Supplied material -
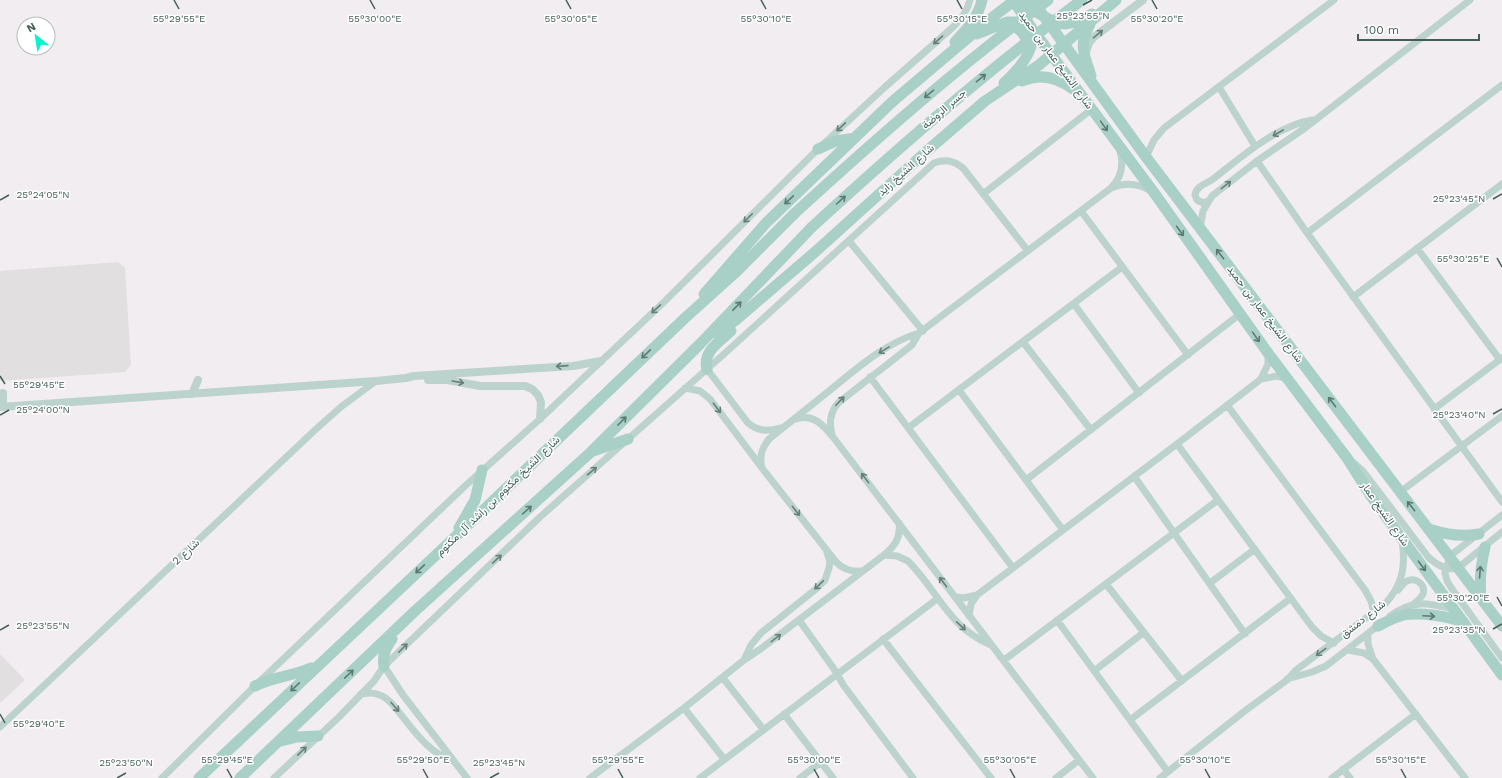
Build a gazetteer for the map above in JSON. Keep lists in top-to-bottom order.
{
  "streets": {
    "main road": [
      "شارع الشيخ عمار بن حميد",
      "جسر الروضة",
      "شارع الشيخ زايد",
      "شارع الشيخ مكتوم بن راشد آل مكتوم",
      "شارع الشيخ عمار"
    ],
    "street": ["شارع 2", "شارع دمشق"]
  },
  "crossings": [
    ["شارع الشيخ عمار بن حميد", "شارع الشيخ زايد"],
    ["شارع الشيخ عمار بن حميد", "شارع الشيخ عمار"],
    ["جسر الروضة", "شارع الشيخ زايد"],
    ["جسر الروضة", "شارع الشيخ مكتوم بن راشد آل مكتوم"],
    ["شارع الشيخ عمار", "شارع دمشق"]
  ],
  "scale_bar": "100 m",
  "north": "top left",
  "coordinates": [
    "25°23'55\"N",
    "55°29'55\"E",
    "55°30'00\"E",
    "55°30'05\"E",
    "55°30'10\"E",
    "55°30'15\"E",
    "55°30'20\"E",
    "25°24'05\"N",
    "25°23'45\"N",
    "55°30'25\"E",
    "55°29'45\"E",
    "25°24'00\"N",
    "25°23'40\"N",
    "25°23'35\"N",
    "55°29'40\"E",
    "55°29'50\"E",
    "25°23'50\"N"
  ]
}
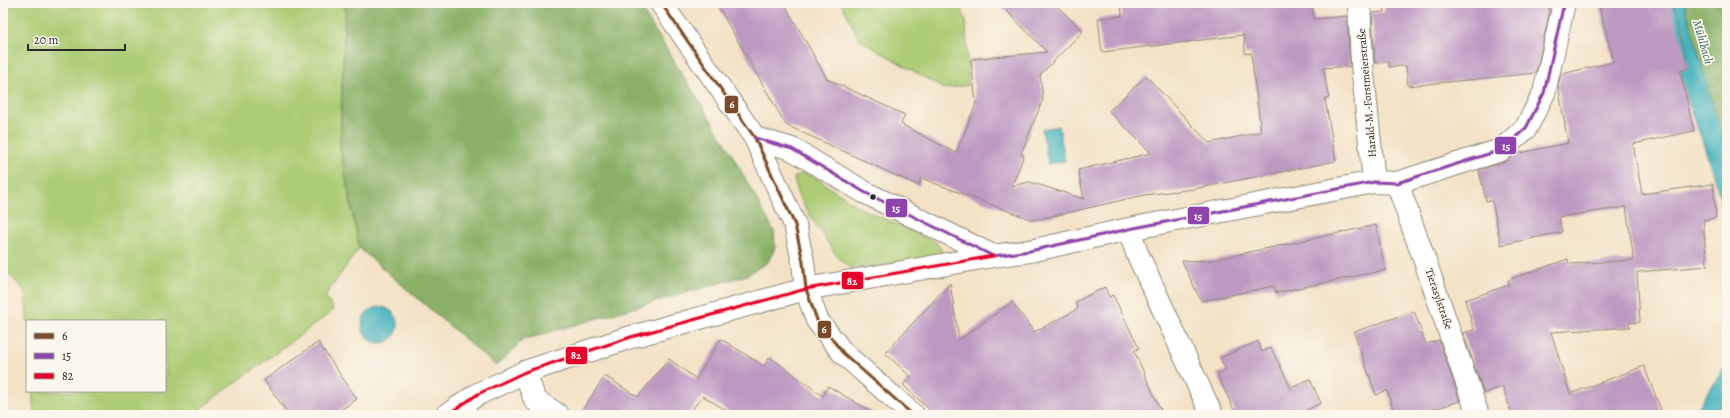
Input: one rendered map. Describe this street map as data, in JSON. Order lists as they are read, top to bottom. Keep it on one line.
{"streets":{"street":["Harald-M.-Forstmeierstraße","Tierasylstraße"]},"water":["Mühlbach"],"lines":["transit line 6","transit line 15","transit line 82"],"legend":["6","15","82"],"scale_bar":"20 m"}
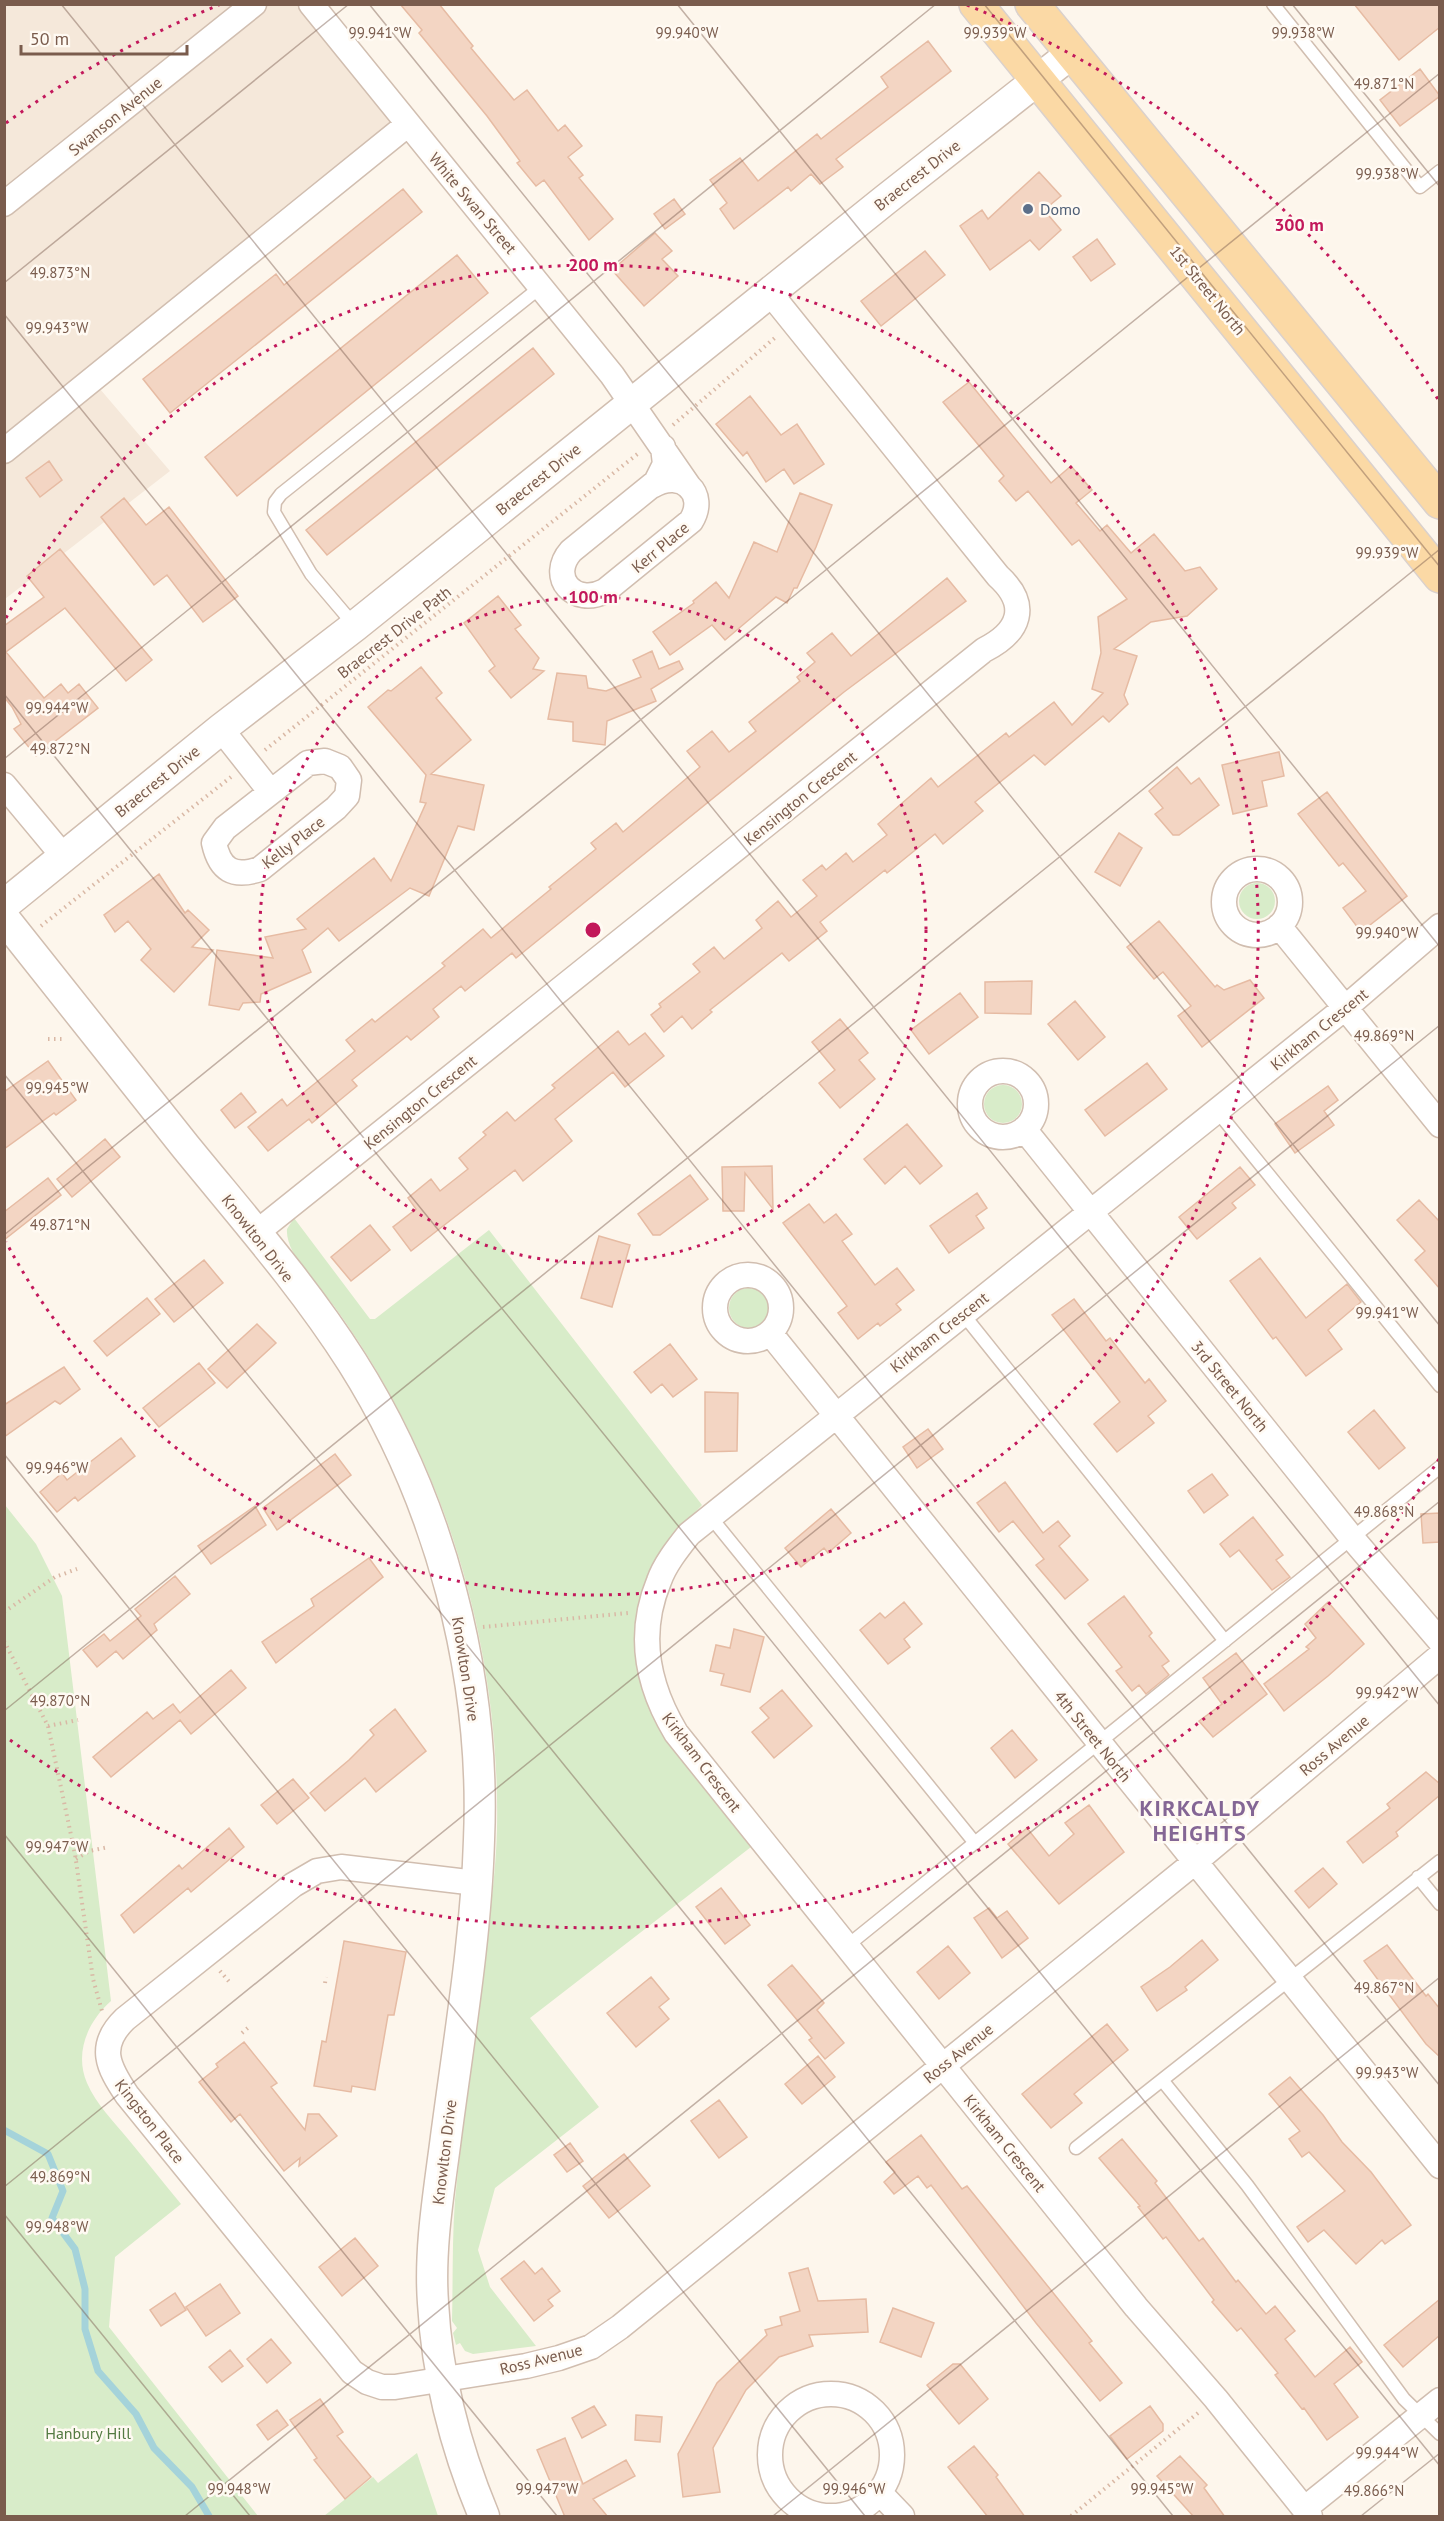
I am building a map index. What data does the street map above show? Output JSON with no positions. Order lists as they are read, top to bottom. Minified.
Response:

Exercise objective - Could you give the material above again, exactly and without its pictures?

Exercise result -
Build a gazetteer for the map above in JSON. Keep lists in top-to-bottom order.
{
  "streets": {
    "main road": [
      "شارع الشيخ عمار بن حميد",
      "جسر الروضة",
      "شارع الشيخ زايد",
      "شارع الشيخ مكتوم بن راشد آل مكتوم",
      "شارع الشيخ عمار"
    ],
    "street": ["شارع 2", "شارع دمشق"]
  },
  "crossings": [
    ["شارع الشيخ عمار بن حميد", "شارع الشيخ زايد"],
    ["شارع الشيخ عمار بن حميد", "شارع الشيخ عمار"],
    ["جسر الروضة", "شارع الشيخ زايد"],
    ["جسر الروضة", "شارع الشيخ مكتوم بن راشد آل مكتوم"],
    ["شارع الشيخ عمار", "شارع دمشق"]
  ],
  "scale_bar": "100 m",
  "north": "top left",
  "coordinates": [
    "25°23'55\"N",
    "55°29'55\"E",
    "55°30'00\"E",
    "55°30'05\"E",
    "55°30'10\"E",
    "55°30'15\"E",
    "55°30'20\"E",
    "25°24'05\"N",
    "25°23'45\"N",
    "55°30'25\"E",
    "55°29'45\"E",
    "25°24'00\"N",
    "25°23'40\"N",
    "25°23'35\"N",
    "55°29'40\"E",
    "55°29'50\"E",
    "25°23'50\"N"
  ]
}
Input: one rendered map. Describe this street map as data, in JSON. Order lists as they are read, top to bottom. Keep it on one line.
{"streets":{"street":["Harald-M.-Forstmeierstraße","Tierasylstraße"]},"water":["Mühlbach"],"lines":["transit line 6","transit line 15","transit line 82"],"legend":["6","15","82"],"scale_bar":"20 m"}
I am building a map index. What data does the street map above show? Output JSON with no positions. Order lists as they are read, top to bottom. Minified.
Response:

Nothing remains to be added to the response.